Process the data, execute in the pm_pshift and the pm_fidadd AU programs followed by Fourier transform, we recommend to transform the spectrum using zero filling and assign bell apodization. Results, SAPPHIRE psyche experiments increase spectra resolution by collapsing coupled resonances into nice sharp singlets as seen demonstrated in three different plant matrices. Vanilla leaves, Physalis Peruviana fruits and potato tubers with SAPPHIRE Psyche complex multiplicities for example, the highly coupled hydrogens of homocitric acid that generate almost continuous signals expanding through 40 Hertz collapsed into three sharp singlets.

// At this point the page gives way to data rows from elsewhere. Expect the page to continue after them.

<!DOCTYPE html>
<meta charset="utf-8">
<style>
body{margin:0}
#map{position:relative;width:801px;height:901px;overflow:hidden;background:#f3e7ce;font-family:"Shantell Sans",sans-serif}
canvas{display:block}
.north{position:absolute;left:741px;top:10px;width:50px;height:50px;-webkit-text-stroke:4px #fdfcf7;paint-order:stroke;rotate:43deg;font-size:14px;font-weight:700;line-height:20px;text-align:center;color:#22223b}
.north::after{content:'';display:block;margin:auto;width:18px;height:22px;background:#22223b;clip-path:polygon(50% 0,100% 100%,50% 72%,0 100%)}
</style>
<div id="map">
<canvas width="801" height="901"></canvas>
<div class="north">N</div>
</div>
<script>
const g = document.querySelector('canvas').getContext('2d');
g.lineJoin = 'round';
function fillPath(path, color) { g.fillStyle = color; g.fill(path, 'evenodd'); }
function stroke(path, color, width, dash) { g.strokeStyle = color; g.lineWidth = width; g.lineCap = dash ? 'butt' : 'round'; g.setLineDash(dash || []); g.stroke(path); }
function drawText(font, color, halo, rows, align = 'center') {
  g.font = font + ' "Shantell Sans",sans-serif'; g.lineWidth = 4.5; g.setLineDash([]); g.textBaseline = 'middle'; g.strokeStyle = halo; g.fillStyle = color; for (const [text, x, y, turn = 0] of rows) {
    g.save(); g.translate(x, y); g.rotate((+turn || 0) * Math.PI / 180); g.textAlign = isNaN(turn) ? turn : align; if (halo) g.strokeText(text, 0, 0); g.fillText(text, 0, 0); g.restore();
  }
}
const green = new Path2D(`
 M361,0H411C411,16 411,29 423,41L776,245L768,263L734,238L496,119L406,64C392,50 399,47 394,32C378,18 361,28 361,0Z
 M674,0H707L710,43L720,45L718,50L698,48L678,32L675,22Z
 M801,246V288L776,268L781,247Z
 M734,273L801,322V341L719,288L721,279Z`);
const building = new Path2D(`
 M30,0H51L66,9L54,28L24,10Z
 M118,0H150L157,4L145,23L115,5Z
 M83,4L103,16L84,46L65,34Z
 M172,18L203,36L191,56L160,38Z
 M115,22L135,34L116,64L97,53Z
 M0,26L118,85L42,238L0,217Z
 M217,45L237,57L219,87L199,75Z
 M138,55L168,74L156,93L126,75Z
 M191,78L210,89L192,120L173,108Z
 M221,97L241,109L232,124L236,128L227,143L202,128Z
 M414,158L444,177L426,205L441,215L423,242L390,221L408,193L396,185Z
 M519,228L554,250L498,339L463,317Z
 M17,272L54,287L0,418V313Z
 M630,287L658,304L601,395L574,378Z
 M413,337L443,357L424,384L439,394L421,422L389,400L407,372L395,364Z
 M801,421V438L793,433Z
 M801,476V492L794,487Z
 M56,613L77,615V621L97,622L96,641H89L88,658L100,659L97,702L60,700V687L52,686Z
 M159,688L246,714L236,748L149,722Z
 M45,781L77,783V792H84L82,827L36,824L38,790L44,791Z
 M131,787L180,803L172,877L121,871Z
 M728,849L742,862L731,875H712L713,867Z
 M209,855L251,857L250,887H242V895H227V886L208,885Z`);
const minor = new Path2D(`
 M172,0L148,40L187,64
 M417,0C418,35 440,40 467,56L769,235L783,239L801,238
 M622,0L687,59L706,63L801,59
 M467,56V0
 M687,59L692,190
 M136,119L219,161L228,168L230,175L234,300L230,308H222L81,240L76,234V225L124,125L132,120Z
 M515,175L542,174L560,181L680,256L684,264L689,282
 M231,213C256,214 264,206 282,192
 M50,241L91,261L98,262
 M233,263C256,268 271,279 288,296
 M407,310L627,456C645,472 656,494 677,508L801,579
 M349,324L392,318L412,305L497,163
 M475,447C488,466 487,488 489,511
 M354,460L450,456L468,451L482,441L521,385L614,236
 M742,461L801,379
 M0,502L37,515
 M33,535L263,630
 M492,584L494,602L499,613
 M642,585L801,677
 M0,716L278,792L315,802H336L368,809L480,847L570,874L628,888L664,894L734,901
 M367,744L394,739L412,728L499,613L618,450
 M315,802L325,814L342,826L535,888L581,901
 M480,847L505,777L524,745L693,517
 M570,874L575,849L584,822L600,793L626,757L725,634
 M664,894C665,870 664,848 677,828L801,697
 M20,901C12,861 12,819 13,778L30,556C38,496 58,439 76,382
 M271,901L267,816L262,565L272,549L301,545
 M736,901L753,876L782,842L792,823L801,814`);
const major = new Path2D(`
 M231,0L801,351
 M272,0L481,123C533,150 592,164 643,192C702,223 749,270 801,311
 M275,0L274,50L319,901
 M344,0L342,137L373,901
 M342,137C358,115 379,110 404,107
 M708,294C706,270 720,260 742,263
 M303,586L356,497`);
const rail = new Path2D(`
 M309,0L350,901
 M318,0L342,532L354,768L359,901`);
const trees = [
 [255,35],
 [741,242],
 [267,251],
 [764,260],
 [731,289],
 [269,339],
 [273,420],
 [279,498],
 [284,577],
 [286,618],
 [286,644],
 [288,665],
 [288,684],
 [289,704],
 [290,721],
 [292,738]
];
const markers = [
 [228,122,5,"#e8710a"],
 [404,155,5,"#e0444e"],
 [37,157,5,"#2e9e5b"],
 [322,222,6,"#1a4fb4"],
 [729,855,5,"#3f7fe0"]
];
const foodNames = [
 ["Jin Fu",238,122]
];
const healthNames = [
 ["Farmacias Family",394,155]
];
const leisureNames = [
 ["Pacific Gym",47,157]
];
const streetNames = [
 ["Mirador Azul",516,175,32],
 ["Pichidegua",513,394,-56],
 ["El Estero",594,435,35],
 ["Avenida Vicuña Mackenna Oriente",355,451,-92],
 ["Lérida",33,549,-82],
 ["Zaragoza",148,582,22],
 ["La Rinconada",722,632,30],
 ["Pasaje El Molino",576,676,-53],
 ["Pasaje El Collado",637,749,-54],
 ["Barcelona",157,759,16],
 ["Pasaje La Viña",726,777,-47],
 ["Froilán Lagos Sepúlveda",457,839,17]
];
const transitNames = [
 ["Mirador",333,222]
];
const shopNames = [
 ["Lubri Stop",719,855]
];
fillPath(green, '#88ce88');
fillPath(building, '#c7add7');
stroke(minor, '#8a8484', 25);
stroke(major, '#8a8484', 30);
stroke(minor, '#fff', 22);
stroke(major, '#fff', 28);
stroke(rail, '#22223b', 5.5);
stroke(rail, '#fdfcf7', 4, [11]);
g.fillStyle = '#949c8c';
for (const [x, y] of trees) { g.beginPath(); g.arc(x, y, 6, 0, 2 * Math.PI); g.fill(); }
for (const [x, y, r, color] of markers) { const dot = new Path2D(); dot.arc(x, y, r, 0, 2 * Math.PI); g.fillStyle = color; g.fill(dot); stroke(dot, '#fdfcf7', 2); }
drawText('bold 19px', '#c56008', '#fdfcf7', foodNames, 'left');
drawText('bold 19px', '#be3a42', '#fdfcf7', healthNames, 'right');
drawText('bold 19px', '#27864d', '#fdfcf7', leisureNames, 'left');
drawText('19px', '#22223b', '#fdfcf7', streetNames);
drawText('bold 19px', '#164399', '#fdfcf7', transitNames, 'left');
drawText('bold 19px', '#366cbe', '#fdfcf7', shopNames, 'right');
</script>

Reducing the crowding that could be masking other signals in the area. The gaining resolution also facilitated to clearly disentangle the highly overlapped region between 2.6 to 2.8 PPM in which homocitric acid is lactone and malic acid resonances appear. Key biomarkers in vanilla, for example, who signals overlap with those of glucosides in regular proton NMR were better identified in the SAPPHIRE spectra due to this outstanding gain in resolution.Conclusions.
Pure shift is an excellent new tool for plant metabolomics. It drastically increased the spectrum resolution and therefore allows an easier metabolite identification, a finer correlation metric analysis, and a better interpretation of multivariate analysis. After watching this video, you will have a good understanding of how to prepare different plan extract for NMR analysis and how to record optimal pure shift psyche and SAPPHIRE psyche spectrum.